教区の歴史

教区の歴史

受難の主日、足立教会にて

2003年04月13日

2003年4月13日、足立教会にて

 

皆さん,今日は受難の主日です。復活祭のちょうど一週間前の日曜日、教会は主キリストのエルサレム入城と主の受難の記念を行います。今年の福音朗読はマルコです。主イエスがどのように苦しみをお受けになられたか、その様子が非常にリアルに告げられます。

これでもか、これでもか、と思われるくらい残酷な場面がでてきます。

もし信者でない人で初めて今日の朗読を聞いた人がいたとしたら、どのような印象を受けるでしょうか。おそらくその人は人間の残酷さ、卑劣さ、暴力と悪意など一言で言えば「悪」ということを強く感じるに違いありません。

「本当に、この人は神の子であった」。これはこの場に居合わせた百人隊長の証言です。ここに、自分をまったく空しくしたイエスの姿が見られます。それに対してイエスを取り巻く人々の態度は対照的です。人間の醜さ、エゴイズムがむきだしになって吹き出ています。これは本当に惨たらしい場面です。

どうして教会はこの出来事を何度も何度の繰り返し記念するのでしょうか。厭なこと、酷いことは早く忘れたいと願うのが普通の人間ではないでしょうか。受難の出来事を思い起こすことにどんな意味があるのでしょうか。

わたしたちが受難の記念を行うのは、イエスという人をよりよく知るためです。イエスがどのように苦しまれたかよく知ることは、イエスという人をよく知ることになります。

じつはミサ自体が受難の記念であります。正確に言えば、受難ばかりではなく受難と復活、イエスの全生涯の記念であります。

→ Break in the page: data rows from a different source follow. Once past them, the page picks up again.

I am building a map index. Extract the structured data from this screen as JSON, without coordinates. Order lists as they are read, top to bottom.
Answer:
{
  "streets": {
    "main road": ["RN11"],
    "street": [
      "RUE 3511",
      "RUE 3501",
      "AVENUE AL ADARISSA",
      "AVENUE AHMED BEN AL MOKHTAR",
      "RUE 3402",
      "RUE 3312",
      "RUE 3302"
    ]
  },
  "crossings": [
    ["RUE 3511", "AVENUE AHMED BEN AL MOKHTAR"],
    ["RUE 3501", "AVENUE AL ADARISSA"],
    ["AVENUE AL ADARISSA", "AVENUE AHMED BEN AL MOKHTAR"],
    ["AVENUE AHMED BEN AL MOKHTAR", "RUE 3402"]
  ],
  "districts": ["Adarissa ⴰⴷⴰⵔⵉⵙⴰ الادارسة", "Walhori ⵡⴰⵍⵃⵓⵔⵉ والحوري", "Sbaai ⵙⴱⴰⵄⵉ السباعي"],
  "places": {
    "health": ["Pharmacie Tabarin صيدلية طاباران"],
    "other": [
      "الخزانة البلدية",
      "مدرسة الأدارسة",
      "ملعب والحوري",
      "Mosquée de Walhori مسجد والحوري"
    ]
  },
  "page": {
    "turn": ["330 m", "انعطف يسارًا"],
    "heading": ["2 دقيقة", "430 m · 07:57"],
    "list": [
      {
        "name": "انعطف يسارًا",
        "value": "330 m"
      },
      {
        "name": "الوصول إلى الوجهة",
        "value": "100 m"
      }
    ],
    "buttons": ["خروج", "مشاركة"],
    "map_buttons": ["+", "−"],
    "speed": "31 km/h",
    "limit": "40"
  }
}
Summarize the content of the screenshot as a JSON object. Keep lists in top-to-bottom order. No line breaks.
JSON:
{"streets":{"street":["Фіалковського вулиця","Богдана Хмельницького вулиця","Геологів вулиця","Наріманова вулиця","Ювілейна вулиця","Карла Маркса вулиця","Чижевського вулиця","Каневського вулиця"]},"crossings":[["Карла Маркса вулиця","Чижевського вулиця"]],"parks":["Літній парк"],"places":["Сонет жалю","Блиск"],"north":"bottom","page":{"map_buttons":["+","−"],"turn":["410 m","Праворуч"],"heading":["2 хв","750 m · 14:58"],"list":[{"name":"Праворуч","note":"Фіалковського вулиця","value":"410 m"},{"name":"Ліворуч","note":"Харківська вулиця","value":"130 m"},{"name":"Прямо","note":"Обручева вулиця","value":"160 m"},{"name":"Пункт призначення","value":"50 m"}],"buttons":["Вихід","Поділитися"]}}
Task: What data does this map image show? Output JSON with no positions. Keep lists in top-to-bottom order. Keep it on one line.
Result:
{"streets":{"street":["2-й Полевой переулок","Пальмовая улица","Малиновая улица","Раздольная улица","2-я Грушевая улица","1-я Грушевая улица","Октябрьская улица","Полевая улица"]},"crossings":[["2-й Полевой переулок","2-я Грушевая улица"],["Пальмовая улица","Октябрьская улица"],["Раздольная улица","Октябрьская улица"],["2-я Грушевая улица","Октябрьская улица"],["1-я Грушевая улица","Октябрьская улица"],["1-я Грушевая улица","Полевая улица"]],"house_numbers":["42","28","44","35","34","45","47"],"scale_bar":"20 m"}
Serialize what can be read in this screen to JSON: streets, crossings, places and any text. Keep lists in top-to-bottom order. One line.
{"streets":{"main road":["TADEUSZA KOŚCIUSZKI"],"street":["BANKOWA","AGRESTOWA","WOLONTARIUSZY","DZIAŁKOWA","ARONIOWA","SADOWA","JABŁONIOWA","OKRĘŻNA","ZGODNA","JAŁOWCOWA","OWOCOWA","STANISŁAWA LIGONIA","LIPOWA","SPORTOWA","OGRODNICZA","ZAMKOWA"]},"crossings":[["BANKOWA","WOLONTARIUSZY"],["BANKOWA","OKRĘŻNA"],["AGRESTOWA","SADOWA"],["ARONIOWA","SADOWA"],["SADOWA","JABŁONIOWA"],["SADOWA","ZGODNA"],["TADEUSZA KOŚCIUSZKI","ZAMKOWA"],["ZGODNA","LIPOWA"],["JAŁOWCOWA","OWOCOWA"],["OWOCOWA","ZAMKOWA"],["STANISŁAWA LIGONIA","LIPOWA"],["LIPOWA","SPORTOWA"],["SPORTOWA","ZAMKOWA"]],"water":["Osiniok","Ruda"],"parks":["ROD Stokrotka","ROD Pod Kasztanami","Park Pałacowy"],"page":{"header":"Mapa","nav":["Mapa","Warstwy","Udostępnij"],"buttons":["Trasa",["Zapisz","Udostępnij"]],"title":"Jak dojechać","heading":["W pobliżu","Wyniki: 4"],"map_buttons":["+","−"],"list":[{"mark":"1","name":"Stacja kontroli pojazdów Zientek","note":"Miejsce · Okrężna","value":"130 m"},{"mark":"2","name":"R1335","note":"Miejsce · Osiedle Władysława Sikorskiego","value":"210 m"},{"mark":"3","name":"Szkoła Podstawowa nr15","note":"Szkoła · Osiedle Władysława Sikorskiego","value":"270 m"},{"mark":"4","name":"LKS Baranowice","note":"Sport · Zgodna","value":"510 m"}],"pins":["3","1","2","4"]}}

この世界に悪は絶えません。なぜ悪が存在するのか、という問題は多くの人を悩ませてきました。福音書はナザレのイエスが悪に対してどのように生きたかを告げています。彼は、悪に対して悪をもって対せず、悪に対して善をもって打ち勝つよう教え、その通り生きた人でした。悪いことは悪い、と言うが、決して悪には屈服しない、それがイエスの生き方でした。イエスの受難を記念することはこのイエスの生き方、悪への勝利に参加することです。イエスの勝利、それは十字架と復活によって示されました。

教会の行う「記念」は過去・現在・未来の三つの次元に関わります。

いまわたしたちは2千年前の出来事を思い起こしています。過去の記念です。しかし同時に受難はいまのわたしたちの生きかたに深く関わっています。ミサのときに教会は主の死と復活の記念を行いますが、それはキリストの死と復活がいま、ここで現在化されることを意味しています。復活したキリストの霊・聖霊がいま働いていて、わたしたちは日々、この世界の中で悪と戦うことができるよう導いてくださるのです。受難を記念するということは、わたしたちがいまここで、いかに悪と戦うべきか学ぶということに他なりません。

そして記念は未来に希望をおくことでもあります。記念は神の国の完成を先取りし希望することでもあります。それは、わたしたちはコムニオ・聖体拝領の前に唱える「わたしたちの希望、救い主イエス・キリストが来られるのを待ち望んでいます」という祈りによく現れています。

今日の共同祈願の答唱区、「主の十字架はわたしの希望、わたしの救い」ということばの意味をもっと深く悟らせて下さるよう祈りましょう。